Monday, June 29

The Woods

There is nothing to keep me here,
Only these mountains of silence
And the gentle reserve of shepherds and woodmen
Who know me as one who
Walks among trees.

Madman, misanthropist? They make
Their guesses, smile and pass slowly
Down the steep path near the cottage. There is nothing
To keep me here, walking
Among old trees.

.... Ruskin Bond

Friday, June 26

Never... never alone!

“My solitude is not my own, for I see now how much it belongs to them – and that I have a responsibility for it in their regard, not just in my own. It is because I am one with them that I owe it to them to be alone, and when I am alone they are not ‘they’ but my own self.
There are no strangers! ...”....
Rev. Fr. Thomas Merton ( Confessions of a Guilty Bystander)
A constant force that overtakes us in a great mountain range is solitude. At the foot of a mountain, words die instant death. As I stood still in front of the mighty Himalayas, I could not pen a single word gazing the grandeur and the magnificence of its strength. I stood still and only watched...watched and prayed. Then I quickly understood that all God’s creation is my heritage...that rich heritage which was prepared before generations stood on the earth!!
Solitude is the melancholy of the modern man. The rich, the famous, the poor and the forgotten have all come under the spell of it.

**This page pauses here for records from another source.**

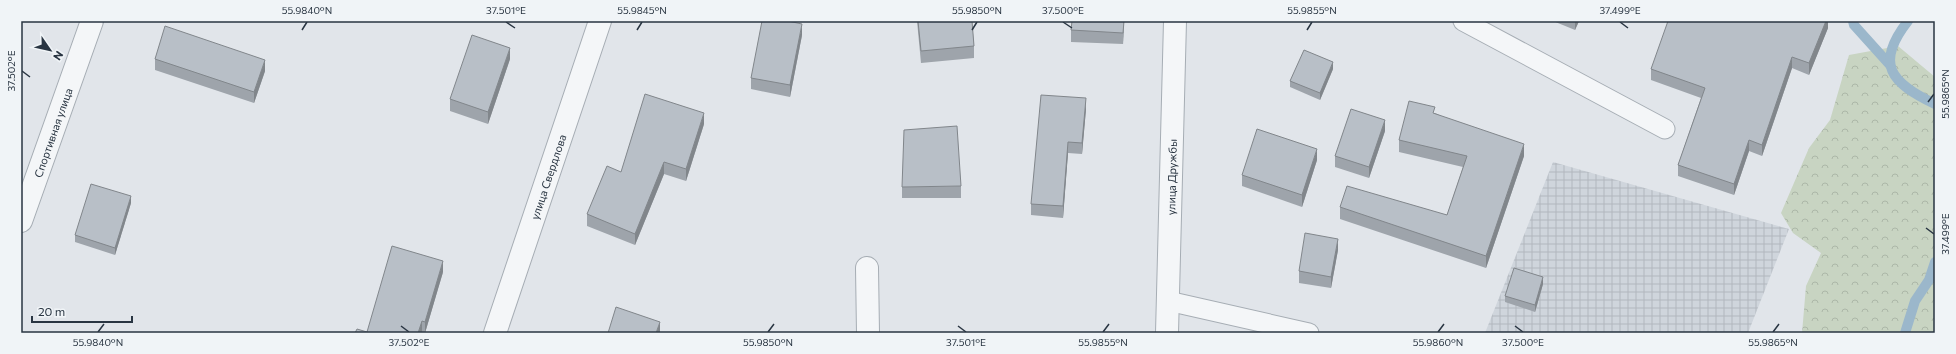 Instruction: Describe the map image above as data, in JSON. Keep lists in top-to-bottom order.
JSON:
{
  "streets": {
    "street": ["Спортивная улица", "улица Свердлова", "улица Дружбы"]
  },
  "scale_bar": "20 m",
  "north": "bottom right",
  "coordinates": [
    "55.9840°N",
    "37.501°E",
    "55.9845°N",
    "55.9850°N",
    "37.500°E",
    "55.9855°N",
    "37.499°E",
    "37.502°E",
    "55.9865°N",
    "55.9860°N"
  ]
} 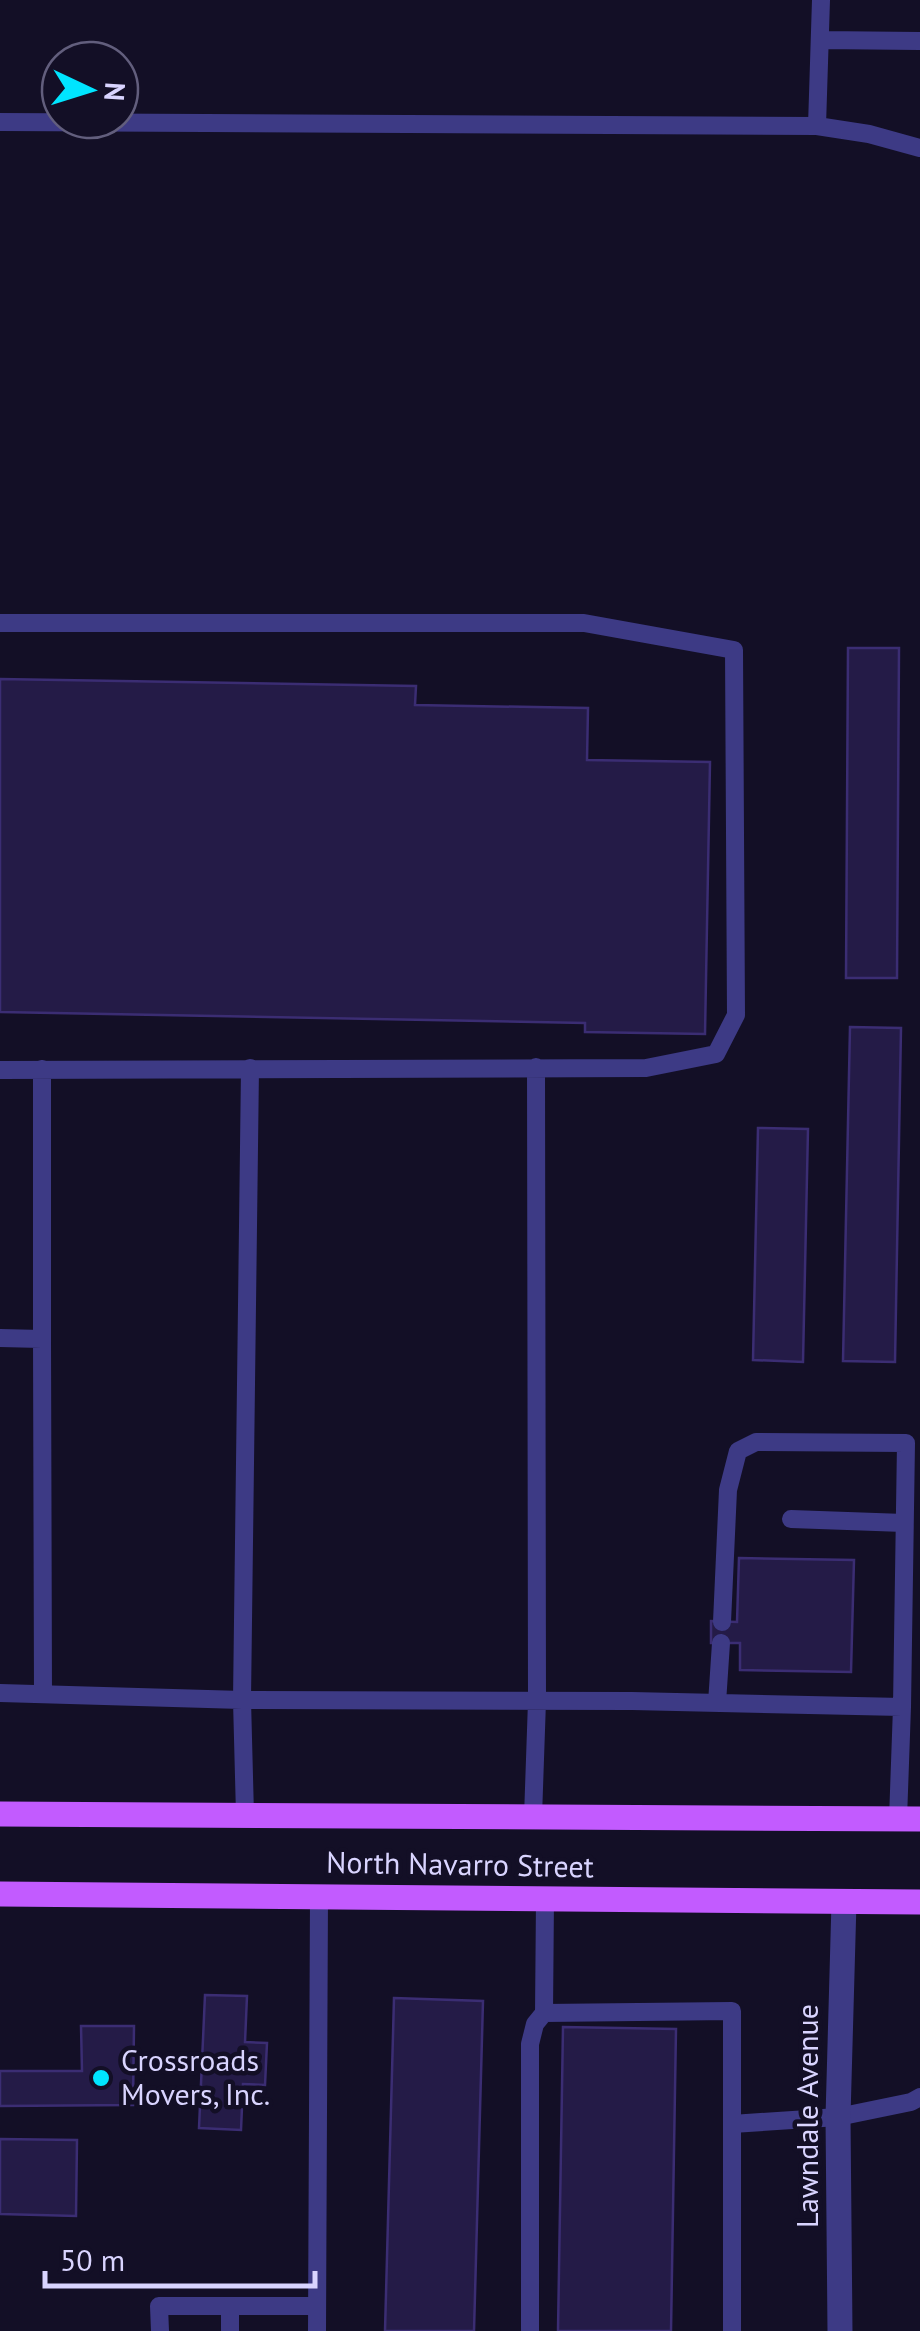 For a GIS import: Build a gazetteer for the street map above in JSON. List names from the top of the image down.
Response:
{
  "streets": {
    "main road": ["North Navarro Street"],
    "street": ["Lawndale Avenue"]
  },
  "crossings": [
    ["North Navarro Street", "Lawndale Avenue"]
  ],
  "places": ["Crossroads Movers, Inc."],
  "scale_bar": "50 m",
  "north": "right"
}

But as I glanced across the huge panorama of the mountains, I thought of this issue between the hills and me.
“In a world so rich with life and when you stand against all the test of times, when history just pass by your side, where is ‘solitude’?”... I asked the mountains. “As I look down upon the world... look down across the ages, I am not alone... never, never alone”, says the mountains.


Thursday, June 25

The Climb...

It is always a different view in a ‘climb’. It is one thing to look up to matters in life and another to look down from a vantage point. In the longest climb in my life, I have understood that it is one thing to see a mountain on a post card and it very different to attempt a climb to it.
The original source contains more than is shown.